By opting to actively intervene in the local economy, rather than simply ‘managing’ it, Preston has done something genuinely remarkable – for two reasons. Firstly, because this has worked: as we outline in the report, the “Preston model” has delivered genuine outcomes for local residents, leading to Preston being named the ‘Most Improved City in the United Kingdom’ in the Good Growth for Cities guide 2018. Whether it be the £112.3m retained in the local economy through progressive procurement activities, or the 4000 extra employees in Preston now receiving the Real Living Wage (2018 ONS initial outrun), community wealth building is securing tangible outcomes for real people. It can no longer be dismissed as utopian theory: it is real, it works, and it is here to stay.

This leads to the second remarkable feature of this work: that it has inspired a movement for change across the UK. Community wealth building is now spreading across the UK, with a range of places deepening the practice by developing their own approaches. Many of these have blended lessons from Preston with their own bespoke approach – for example, utilising land and assets in Wirral, or tackling the gentrification juggernaut in Islington.

“This work was never ‘inevitable’ or ‘expected’; it was the product of bravery, tenacity, and a lot of hard work by many people and organisations to solve seemingly intractable social, economic, and environmental issues.”

Looking back from 2019, we have the vantage point of realising that what has happened in Preston can and should be dubbed “common sense economics” because that is exactly what it is.
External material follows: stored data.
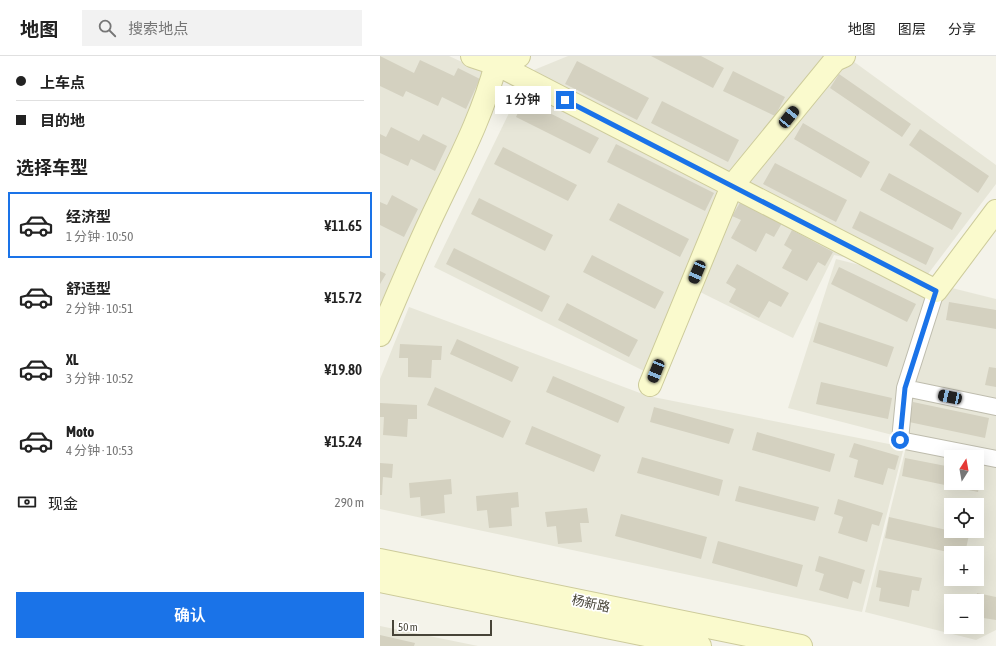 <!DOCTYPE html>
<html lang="zh">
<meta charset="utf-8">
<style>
body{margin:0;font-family:"Asap Condensed","Noto Sans SC",sans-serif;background:#f2f2f2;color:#222;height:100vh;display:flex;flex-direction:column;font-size:15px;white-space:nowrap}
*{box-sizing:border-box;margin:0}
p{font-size:13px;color:#767676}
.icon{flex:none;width:22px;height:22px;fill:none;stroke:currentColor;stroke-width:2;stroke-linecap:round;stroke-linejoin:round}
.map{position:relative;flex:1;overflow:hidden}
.drawer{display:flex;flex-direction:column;background:#fff;width:380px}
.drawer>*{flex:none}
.banner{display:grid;align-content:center;height:88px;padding:0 16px;background:#fff}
.needle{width:26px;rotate:11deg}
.fabs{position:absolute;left:564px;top:394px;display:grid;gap:8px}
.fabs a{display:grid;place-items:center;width:40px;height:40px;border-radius:0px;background:#fff;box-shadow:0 4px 16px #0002;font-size:20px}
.scale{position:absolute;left:12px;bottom:10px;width:100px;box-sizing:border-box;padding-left:4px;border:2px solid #474438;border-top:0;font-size:11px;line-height:14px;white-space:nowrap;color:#474438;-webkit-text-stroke:3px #fff;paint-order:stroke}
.end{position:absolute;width:18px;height:18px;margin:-9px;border:5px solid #1a73e8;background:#fff;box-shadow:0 0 0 2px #fff}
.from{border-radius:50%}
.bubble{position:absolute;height:28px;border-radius:0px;background:#fff;box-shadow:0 4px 16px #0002;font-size:13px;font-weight:600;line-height:28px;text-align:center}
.car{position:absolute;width:12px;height:24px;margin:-12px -6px;border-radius:5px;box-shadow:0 0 3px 1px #0007;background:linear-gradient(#222 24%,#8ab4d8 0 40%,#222 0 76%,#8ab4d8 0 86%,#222 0)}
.banner b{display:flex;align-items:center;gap:14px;height:38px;font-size:15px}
.banner b+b{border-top:1px solid #e0e0e0}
.banner i{width:10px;height:10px;background:#222}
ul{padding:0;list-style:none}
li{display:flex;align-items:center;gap:12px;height:66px;margin:0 8px 6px;padding:0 8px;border:2px solid transparent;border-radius:0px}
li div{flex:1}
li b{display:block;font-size:15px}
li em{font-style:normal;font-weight:600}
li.current{border-color:#1a73e8}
li>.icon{width:36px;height:36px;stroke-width:1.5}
h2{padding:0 16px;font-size:18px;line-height:48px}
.pay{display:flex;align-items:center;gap:10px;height:44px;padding:0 16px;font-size:15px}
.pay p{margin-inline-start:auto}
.action{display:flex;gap:8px;margin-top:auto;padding:8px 16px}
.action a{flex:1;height:46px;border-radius:0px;background:#1a73e8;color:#fff;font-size:16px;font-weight:600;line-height:46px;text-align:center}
header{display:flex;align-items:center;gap:24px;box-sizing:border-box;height:56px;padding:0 20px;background:#fff;border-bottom:1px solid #e0e0e0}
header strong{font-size:19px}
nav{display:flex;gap:22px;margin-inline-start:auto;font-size:14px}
.search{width:280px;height:36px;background:#f2f2f2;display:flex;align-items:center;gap:10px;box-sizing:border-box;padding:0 14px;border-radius:0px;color:#767676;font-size:15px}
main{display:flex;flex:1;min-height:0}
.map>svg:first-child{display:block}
.residential{fill:#e7e6d8;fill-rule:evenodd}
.building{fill:#d4d1c0}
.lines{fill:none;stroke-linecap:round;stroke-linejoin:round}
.street-casing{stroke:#bebcad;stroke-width:18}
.secondary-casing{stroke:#cdcb9b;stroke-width:24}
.street{stroke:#fff;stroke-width:16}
.secondary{stroke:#fafacd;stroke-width:22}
.route{stroke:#1a73e8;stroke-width:5}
.labels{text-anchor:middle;stroke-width:3.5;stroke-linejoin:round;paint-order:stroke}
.street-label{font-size:13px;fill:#474438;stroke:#fff}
</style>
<header>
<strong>地图</strong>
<div class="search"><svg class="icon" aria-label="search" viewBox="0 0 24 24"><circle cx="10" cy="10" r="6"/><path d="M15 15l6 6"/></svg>搜索地点</div>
<nav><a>地图</a><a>图层</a><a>分享</a></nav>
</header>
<main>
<section class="drawer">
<div class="banner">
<b><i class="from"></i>上车点</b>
<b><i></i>目的地</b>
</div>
<h2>选择车型</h2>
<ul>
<li class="current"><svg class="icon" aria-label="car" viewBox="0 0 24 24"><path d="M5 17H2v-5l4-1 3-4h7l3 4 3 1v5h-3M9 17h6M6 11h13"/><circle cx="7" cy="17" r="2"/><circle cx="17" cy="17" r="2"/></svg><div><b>经济型</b><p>1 分钟 · 10:50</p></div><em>¥11.65</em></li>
<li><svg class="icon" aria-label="car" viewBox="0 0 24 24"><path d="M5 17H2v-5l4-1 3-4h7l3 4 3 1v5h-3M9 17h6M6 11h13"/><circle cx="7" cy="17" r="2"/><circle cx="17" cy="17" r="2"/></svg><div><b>舒适型</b><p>2 分钟 · 10:51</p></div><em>¥15.72</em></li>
<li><svg class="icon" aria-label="car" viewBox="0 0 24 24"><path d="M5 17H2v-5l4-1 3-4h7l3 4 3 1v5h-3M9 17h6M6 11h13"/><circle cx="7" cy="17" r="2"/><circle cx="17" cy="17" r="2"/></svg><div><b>XL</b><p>3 分钟 · 10:52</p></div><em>¥19.80</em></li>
<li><svg class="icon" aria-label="car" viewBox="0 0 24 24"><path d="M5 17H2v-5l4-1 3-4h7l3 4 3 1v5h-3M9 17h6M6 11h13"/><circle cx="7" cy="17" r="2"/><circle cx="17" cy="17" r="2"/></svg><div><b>Moto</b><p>4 分钟 · 10:53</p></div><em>¥15.24</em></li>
</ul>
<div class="pay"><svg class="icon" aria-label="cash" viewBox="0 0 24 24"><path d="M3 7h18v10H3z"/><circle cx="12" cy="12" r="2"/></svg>现金<p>290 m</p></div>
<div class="action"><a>确认</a></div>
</section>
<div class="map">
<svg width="616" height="590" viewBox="0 0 616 590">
<rect width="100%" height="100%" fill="#f4f3ea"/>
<path class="residential" d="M0,0H69L108,18L0,254Z
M188,0H466L616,109V128L548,218L454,199L413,282L304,228L264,315L54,211L149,16Z
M456,203L616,243V574L596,584L485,556L528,383L408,352ZM571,401H597V427H571ZM571,449H597V475H571ZM571,497H597V523H571ZM571,545H597V571H571Z
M29,251L268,340L524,391L482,556L0,453V323Z
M0,570L98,590H0Z"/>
<path class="building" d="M0,0L34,17L40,4L74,20L78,12L100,23L86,53L62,41L58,50L26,35L23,41L0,30Z
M271,0H321L344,12L333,32Z
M197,5L269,42L257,64L185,28Z
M353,15L405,41L395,60L343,35Z
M459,18L531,68L522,81L450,32Z
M144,44L219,82L210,98L136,61Z
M282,45L359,84L348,106L271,67Z
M423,67L490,106L481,122L414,83Z
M11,71L39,85L43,78L67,90L55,115L31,103L28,110L0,97V78L6,81Z
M540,73L609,120L598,137L529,89Z
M236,88L334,137L325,155L227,106Z
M123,91L197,129L188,145L114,108Z
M395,107L467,144L456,166L383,128Z
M509,117L582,157L572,174L500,134Z
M12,139L38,153L24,181L0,169V146L7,149Z
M99,142L173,179L165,195L91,158Z
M361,145L402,167L394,181L386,177L376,196L351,182L361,164L352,160Z
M238,147L309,183L300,201L229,164Z
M480,155L554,192L546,209L472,172Z
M412,174L453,196L445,210L438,206L427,225L402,212L412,194L404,189Z
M74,192L170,240L162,256L66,208Z
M212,199L284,236L275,253L203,216Z
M357,208L409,237L401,251L389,245L379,262L349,246L356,233L346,227Z
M459,211L536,248L527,266L451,228Z
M0,215L6,218L0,228Z
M569,246L616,254V273L566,264Z
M187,247L258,284L249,301L178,264Z
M439,266L514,291L507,311L433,286Z
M77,283L139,311L132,326L70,298Z
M20,288L62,290L61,304H52L51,322L28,321V302H19Z
M609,311L616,312V331L605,329Z
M173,320L245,351L238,367L166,336Z
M441,326L512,342L508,363L436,348Z
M55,331L131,365L123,382L47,349Z
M533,346L609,362L605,382L529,366Z
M0,347L37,349V363H28L27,381L3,379L4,361H0Z
M274,351L354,373L349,388L270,366Z
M152,370L221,399L214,416L145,388Z
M377,376L455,398L450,416L372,394Z
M474,387L519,400L515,414L508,412L503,429L474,421L478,404L469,401Z
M262,401L343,424L339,440L257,417Z
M525,402L571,411V427H597V416L602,417L598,436L522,420Z
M0,407L13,408L12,422L3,421L2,439H0Z
M71,423L72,438L64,439L65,457L41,460L40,441L30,442L29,427Z
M359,430L439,451L435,465L355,445Z
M138,436L139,451L131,452L132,470L109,472L107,454L97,455L96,440Z
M458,443L503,457L499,470L492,468L487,486L458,477L463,461L454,458Z
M207,452L209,467H200L202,486L178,488L176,470L167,471L165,456Z
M241,458L327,481L321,503L235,480Z
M509,461L589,479L585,497H572L505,482Z
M338,485L423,509L417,531L332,507Z
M439,500L485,514L481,528L473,525L468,543L439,534L444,518L435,515Z
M499,514L542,522L539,535L532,534L529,551L499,545L501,532L496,531Z
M597,537L616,541V564L597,561V545H596Z
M569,554L571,555V571H596L595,577L565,571Z
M0,579L35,587L34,590H0Z"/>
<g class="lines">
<defs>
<path id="street" d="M556,235L525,332L520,384L616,403
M525,332L616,351"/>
<path id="secondary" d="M92,0L116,8L556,235L616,155
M116,8L139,0
M0,279C19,235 37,191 58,148C80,102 103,58 116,8
M270,329L352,130L455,4L464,0
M0,504L421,590
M0,525L320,590"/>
</defs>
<use href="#street" class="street-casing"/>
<use href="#secondary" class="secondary-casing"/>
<use href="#street" class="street"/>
<use href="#secondary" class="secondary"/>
</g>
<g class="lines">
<path class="route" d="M185,44L556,235L525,332L520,384"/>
</g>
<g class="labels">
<g class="street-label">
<text transform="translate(211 547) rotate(12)" y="5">杨新路</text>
</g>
</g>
</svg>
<div class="fabs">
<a><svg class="needle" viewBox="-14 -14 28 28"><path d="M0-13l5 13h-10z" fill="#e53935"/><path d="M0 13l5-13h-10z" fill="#767676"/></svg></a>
<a><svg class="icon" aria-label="locate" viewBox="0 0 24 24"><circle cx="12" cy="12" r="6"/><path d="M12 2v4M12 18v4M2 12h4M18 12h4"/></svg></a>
<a>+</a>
<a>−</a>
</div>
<div class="scale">50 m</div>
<i class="end from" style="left:520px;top:384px"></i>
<i class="end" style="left:185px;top:44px"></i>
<div class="bubble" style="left:115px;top:30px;width:56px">1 分钟</div>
<i class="car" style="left:409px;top:61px;rotate:39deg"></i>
<i class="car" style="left:317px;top:216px;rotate:203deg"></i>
<i class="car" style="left:276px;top:315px;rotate:202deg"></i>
<i class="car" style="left:570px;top:341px;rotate:282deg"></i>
</div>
</main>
Yet it is worth remembering that the decision to launch this scheme of work in 2011 was a brave and courageous one: few at the time had heard of community wealth building, and fewer still were willing to use local power to confront market liberalism, wealth extractivism and fossil capitalism. There was no knowing in 2011 that Preston would be the first in what is now a tidal wave of progressive municipal innovation across all four countries of the UK, nor indeed that this work would be known as the ‘rock star’ of local economics. This work was never ‘inevitable’ or ‘expected’; it was the product of bravery, tenacity, and a lot of hard work by many people and organisations to solve seemingly intractable social, economic, and environmental issues.

This restlessness must motivate us going forward. What has happened in Preston is only the start of a wider process of transformation in how we develop our local economies. In our publication, we outline how to deepen this progressive activity in Preston, ranging from nurturing strong anchor institution relationships, to cultivating a plurality of local providers. Community wealth building is a growing and hungry movement, but we cannot rest until it becomes the ‘new normal’, providing social justice and good economies for all in every place, everywhere. The goal must be for every locality to find their own ‘model’ based on bespoke local factors, using Preston as an inspiration rather than something to copy and paste.  We have no doubt that Preston will always remain an inspiration for this movement as it continues to grow and reshape our economy.